▶ About this exercise:
Below are records; reproduce exactly the lines from the one that has "2284px,675px 2346px,667px 2419px,627px" through the one that has "2303px,794px 2312px,790px 2343px,888px", ends included, and nothing more.

▶ Exercise inputs:
————————

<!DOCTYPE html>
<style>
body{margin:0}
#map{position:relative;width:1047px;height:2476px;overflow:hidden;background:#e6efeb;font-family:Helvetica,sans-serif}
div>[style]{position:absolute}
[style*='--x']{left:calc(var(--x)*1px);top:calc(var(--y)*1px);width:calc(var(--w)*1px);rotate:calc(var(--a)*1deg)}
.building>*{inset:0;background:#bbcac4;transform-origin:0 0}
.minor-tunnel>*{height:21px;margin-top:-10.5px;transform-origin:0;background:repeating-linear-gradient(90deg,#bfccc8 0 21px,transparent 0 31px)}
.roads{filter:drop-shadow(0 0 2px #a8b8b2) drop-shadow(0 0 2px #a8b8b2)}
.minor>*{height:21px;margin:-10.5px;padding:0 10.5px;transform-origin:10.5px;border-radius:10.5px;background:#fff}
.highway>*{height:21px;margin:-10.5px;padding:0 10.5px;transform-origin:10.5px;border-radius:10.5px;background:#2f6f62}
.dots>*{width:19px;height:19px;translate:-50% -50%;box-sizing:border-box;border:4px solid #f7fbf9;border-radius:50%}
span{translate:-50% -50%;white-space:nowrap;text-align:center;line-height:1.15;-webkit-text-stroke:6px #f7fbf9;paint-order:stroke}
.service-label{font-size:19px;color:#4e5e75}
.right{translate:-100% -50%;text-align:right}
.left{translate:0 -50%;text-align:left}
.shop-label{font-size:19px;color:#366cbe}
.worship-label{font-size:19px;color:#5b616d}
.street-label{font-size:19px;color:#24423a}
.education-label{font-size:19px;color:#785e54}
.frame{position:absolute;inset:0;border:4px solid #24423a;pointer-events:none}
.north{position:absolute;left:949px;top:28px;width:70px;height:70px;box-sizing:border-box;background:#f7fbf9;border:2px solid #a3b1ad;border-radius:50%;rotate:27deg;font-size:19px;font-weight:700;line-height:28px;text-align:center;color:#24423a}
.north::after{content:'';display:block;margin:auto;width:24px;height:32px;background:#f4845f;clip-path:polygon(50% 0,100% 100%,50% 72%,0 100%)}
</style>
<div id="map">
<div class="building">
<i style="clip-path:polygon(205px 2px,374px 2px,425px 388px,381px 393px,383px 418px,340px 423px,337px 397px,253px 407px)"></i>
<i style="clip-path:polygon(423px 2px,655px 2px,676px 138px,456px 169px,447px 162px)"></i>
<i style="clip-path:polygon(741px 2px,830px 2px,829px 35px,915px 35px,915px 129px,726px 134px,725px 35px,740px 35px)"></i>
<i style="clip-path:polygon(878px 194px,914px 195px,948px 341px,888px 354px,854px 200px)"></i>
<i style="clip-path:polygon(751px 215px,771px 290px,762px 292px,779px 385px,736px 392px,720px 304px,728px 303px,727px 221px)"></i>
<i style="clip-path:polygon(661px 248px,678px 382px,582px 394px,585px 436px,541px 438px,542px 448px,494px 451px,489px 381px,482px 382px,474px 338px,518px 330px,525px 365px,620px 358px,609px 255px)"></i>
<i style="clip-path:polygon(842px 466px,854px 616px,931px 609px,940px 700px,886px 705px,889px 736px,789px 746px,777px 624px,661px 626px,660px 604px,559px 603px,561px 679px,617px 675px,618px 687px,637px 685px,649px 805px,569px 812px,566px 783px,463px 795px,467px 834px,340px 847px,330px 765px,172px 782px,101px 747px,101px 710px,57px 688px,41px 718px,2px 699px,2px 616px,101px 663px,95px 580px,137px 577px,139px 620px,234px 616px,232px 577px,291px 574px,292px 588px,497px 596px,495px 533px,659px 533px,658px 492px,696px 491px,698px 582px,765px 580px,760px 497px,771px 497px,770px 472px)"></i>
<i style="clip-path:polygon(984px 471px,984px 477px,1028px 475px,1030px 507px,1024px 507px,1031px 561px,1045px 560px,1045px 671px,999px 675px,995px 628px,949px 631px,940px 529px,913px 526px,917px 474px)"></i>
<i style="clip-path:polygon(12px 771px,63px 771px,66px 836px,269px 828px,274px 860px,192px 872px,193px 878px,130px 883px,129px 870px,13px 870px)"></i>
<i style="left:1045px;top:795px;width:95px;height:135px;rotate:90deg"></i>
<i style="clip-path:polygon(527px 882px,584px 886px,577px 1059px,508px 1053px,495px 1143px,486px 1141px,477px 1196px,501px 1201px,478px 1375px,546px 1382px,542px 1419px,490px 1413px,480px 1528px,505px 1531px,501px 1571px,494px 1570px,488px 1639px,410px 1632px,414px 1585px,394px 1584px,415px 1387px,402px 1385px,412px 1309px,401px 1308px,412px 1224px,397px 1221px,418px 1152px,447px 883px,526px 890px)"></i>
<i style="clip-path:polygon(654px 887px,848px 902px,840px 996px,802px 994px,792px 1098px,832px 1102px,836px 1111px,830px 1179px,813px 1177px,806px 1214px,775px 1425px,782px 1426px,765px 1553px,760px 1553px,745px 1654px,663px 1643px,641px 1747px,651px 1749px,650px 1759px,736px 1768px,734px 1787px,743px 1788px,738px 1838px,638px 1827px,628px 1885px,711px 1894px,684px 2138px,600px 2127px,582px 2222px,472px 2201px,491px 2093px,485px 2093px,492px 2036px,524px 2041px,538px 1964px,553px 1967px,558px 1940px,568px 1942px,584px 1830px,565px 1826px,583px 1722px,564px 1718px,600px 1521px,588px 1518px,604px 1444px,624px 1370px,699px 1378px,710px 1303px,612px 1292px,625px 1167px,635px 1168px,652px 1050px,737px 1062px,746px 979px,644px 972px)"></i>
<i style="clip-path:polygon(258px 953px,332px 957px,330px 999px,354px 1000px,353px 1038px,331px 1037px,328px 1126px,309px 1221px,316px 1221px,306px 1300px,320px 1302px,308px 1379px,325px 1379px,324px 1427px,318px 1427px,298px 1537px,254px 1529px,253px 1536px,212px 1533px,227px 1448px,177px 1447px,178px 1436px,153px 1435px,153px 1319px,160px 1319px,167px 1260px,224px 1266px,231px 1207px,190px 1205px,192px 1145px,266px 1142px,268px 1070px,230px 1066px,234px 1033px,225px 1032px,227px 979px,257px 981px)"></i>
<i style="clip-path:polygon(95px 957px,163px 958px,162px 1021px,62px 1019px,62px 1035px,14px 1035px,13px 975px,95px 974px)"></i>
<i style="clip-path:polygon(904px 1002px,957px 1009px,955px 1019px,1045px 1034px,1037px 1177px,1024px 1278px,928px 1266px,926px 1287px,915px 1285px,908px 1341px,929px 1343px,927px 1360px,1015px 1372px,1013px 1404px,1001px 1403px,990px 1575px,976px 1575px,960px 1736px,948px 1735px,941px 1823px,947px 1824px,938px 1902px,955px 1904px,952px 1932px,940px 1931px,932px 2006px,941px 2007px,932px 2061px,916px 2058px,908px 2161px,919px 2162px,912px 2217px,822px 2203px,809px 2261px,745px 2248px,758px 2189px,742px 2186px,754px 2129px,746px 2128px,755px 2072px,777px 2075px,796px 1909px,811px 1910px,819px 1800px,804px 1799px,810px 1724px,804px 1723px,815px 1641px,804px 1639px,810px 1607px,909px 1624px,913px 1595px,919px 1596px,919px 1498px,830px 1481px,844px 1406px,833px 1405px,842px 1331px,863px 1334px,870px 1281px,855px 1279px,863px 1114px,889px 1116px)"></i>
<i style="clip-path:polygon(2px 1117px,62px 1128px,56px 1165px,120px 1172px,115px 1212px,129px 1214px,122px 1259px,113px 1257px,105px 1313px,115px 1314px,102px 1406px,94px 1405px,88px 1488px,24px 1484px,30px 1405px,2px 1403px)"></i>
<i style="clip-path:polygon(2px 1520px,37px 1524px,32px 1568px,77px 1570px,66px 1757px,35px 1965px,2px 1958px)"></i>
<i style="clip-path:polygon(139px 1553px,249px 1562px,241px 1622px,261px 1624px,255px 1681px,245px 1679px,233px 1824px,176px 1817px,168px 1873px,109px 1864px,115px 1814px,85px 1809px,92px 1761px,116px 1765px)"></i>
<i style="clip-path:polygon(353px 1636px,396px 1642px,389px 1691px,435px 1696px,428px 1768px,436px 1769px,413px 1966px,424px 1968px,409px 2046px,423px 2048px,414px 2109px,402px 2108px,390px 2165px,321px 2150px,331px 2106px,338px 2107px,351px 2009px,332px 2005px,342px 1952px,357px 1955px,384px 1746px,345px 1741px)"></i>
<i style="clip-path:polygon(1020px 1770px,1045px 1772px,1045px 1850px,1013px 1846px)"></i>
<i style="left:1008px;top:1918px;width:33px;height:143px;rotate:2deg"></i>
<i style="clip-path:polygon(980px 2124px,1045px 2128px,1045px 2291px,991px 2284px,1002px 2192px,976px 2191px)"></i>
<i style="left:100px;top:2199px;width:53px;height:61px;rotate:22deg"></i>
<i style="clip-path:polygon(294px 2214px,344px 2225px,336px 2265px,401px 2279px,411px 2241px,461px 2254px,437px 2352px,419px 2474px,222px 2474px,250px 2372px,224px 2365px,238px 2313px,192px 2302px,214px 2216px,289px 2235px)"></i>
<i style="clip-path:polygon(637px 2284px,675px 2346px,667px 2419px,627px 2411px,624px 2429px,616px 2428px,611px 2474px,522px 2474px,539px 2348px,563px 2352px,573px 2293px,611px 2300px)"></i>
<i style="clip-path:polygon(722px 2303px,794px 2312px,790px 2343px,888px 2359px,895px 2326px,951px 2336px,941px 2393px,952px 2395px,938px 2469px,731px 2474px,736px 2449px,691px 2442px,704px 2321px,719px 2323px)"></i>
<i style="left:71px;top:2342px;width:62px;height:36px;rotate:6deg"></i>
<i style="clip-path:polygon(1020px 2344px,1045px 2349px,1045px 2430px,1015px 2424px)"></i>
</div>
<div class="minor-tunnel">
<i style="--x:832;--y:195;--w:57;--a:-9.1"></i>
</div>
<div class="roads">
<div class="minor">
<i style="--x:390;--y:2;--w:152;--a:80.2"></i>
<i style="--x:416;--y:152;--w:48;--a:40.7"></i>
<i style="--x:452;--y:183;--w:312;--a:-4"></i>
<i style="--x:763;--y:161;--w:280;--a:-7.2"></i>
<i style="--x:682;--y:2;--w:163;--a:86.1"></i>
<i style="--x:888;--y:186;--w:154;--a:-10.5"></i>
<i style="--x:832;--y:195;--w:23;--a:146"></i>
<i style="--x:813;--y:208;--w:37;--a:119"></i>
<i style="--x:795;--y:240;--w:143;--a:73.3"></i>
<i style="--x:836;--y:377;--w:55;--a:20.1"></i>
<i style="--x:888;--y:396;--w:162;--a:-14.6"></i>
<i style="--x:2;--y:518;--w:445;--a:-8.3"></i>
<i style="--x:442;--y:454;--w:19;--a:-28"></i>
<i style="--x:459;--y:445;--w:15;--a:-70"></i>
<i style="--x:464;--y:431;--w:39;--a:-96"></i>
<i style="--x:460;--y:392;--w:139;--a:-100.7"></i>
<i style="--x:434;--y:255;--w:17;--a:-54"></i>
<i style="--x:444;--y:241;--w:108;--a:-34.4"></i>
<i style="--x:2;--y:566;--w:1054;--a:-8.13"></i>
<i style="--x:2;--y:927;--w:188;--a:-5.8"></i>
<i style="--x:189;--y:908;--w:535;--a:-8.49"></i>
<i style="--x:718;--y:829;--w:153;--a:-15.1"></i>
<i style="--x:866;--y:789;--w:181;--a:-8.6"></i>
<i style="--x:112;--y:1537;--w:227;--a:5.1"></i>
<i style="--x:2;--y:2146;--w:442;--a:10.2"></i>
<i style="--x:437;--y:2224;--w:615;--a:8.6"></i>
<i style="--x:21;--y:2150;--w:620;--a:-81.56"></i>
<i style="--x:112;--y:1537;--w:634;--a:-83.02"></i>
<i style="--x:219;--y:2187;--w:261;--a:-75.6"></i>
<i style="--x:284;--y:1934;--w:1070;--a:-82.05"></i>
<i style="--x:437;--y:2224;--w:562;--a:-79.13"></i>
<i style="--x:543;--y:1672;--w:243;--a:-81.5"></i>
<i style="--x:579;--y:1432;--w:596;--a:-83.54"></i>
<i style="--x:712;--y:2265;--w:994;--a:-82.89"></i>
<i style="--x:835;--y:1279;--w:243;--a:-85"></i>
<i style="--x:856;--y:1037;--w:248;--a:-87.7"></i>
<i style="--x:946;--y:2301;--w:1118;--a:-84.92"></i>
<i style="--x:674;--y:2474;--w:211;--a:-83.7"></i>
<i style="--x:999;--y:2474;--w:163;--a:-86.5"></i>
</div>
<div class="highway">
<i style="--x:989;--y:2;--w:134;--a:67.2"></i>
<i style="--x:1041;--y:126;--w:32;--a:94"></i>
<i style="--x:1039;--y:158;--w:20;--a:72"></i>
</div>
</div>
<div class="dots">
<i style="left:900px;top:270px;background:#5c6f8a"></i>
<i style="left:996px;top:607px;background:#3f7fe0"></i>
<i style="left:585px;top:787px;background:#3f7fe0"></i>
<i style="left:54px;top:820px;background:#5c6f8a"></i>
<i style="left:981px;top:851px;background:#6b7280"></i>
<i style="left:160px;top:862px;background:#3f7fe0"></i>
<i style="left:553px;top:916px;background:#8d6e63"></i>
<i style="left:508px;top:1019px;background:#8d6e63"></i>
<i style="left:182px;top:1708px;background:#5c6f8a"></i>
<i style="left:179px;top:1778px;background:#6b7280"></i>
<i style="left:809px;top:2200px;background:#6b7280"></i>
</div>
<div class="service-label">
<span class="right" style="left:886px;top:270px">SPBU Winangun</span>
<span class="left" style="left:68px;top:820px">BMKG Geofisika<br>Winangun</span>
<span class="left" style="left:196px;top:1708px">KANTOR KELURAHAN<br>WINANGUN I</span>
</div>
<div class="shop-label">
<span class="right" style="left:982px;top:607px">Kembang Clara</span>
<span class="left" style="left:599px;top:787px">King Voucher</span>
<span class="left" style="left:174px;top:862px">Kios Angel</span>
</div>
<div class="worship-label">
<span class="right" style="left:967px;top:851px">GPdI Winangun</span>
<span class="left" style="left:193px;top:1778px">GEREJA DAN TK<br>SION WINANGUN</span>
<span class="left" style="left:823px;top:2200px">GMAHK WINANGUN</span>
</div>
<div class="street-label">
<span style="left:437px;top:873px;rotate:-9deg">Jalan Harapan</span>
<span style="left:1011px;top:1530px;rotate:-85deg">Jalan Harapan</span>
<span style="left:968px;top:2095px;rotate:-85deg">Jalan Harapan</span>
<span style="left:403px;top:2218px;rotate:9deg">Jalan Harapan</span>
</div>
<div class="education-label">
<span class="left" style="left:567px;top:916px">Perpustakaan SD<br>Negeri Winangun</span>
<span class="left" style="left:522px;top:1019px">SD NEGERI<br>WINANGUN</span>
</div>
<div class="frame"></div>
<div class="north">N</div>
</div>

————————

▶ Written answer:
<i style="clip-path:polygon(637px 2284px,675px 2346px,667px 2419px,627px 2411px,624px 2429px,616px 2428px,611px 2474px,522px 2474px,539px 2348px,563px 2352px,573px 2293px,611px 2300px)"></i>
<i style="clip-path:polygon(722px 2303px,794px 2312px,790px 2343px,888px 2359px,895px 2326px,951px 2336px,941px 2393px,952px 2395px,938px 2469px,731px 2474px,736px 2449px,691px 2442px,704px 2321px,719px 2323px)"></i>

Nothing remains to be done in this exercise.